## ENTRIES SUPPLIED
++++
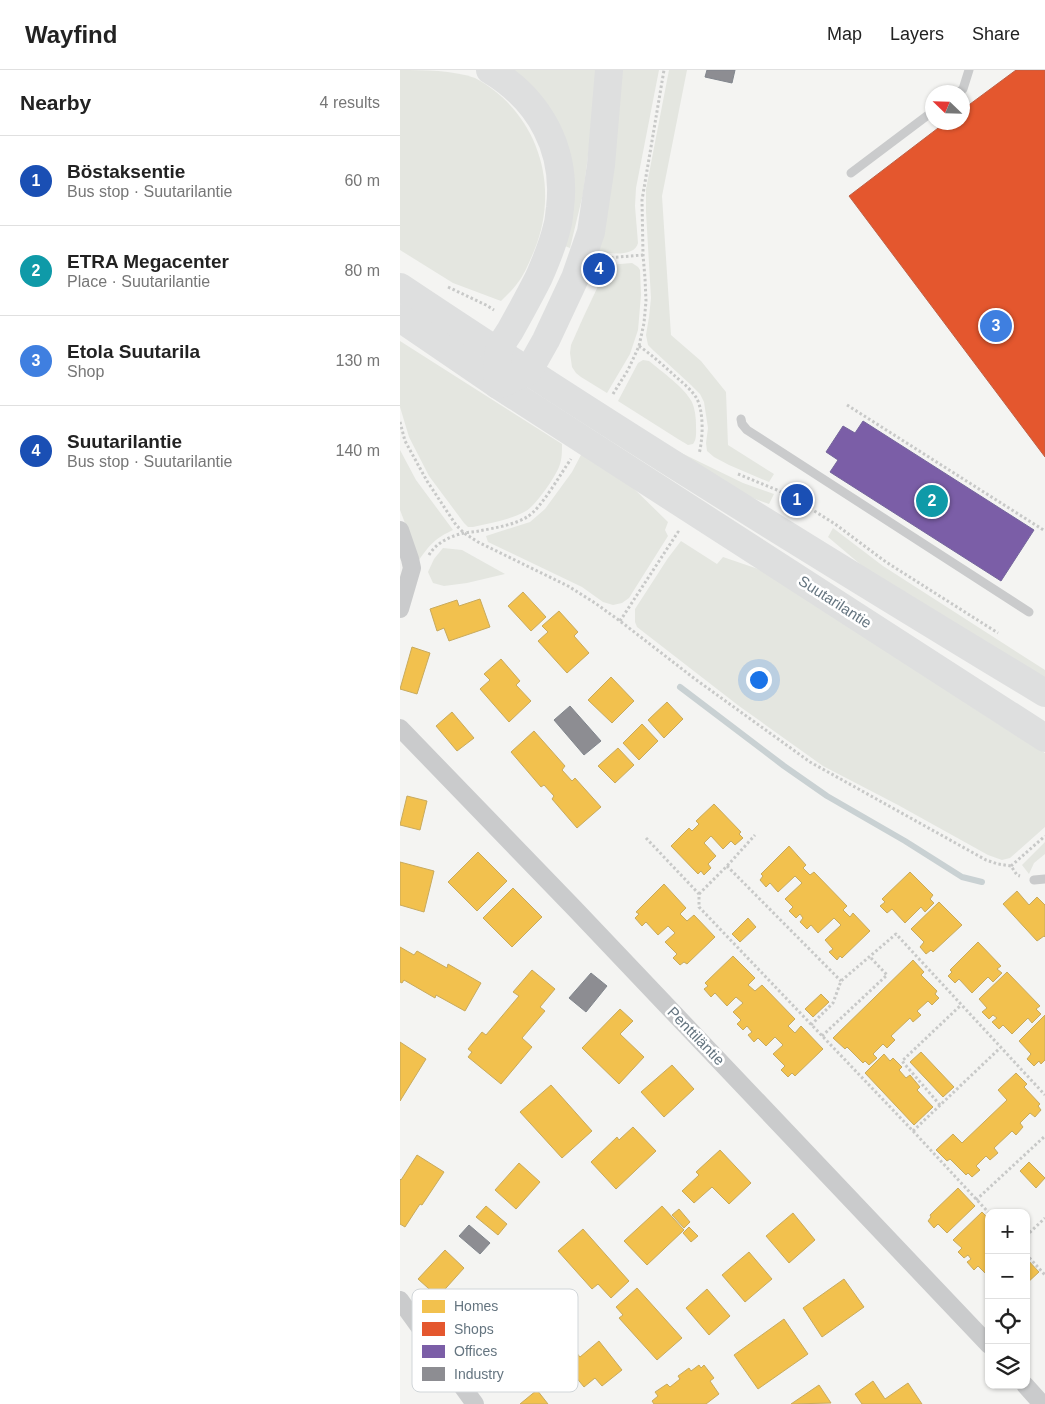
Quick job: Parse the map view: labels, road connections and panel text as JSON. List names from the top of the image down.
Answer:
{
  "streets": {
    "main road": ["Suutarilantie"],
    "street": ["Penttiläntie"]
  },
  "legend": [
    "Homes",
    "Shops",
    "Offices",
    "Industry"
  ],
  "north": "top left",
  "page": {
    "header": "Wayfind",
    "nav": ["Map", "Layers", "Share"],
    "heading": ["Nearby", "4 results"],
    "list": [
      {
        "mark": "1",
        "name": "Böstaksentie",
        "note": "Bus stop · Suutarilantie",
        "value": "60 m"
      },
      {
        "mark": "2",
        "name": "ETRA Megacenter",
        "note": "Place · Suutarilantie",
        "value": "80 m"
      },
      {
        "mark": "3",
        "name": "Etola Suutarila",
        "note": "Shop",
        "value": "130 m"
      },
      {
        "mark": "4",
        "name": "Suutarilantie",
        "note": "Bus stop · Suutarilantie",
        "value": "140 m"
      }
    ],
    "pins": [
      "4",
      "3",
      "1",
      "2"
    ],
    "map_buttons": ["+", "−"]
  }
}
++++
## WHAT YOU ARE ASKED TO DO
Each line of the entries where the string "Suutarilantie" occurs should be shown.

## RESPONSE FOR THIS EXERCISE
    "main road": ["Suutarilantie"],
        "note": "Bus stop · Suutarilantie",
        "note": "Place · Suutarilantie",
        "name": "Suutarilantie",
        "note": "Bus stop · Suutarilantie",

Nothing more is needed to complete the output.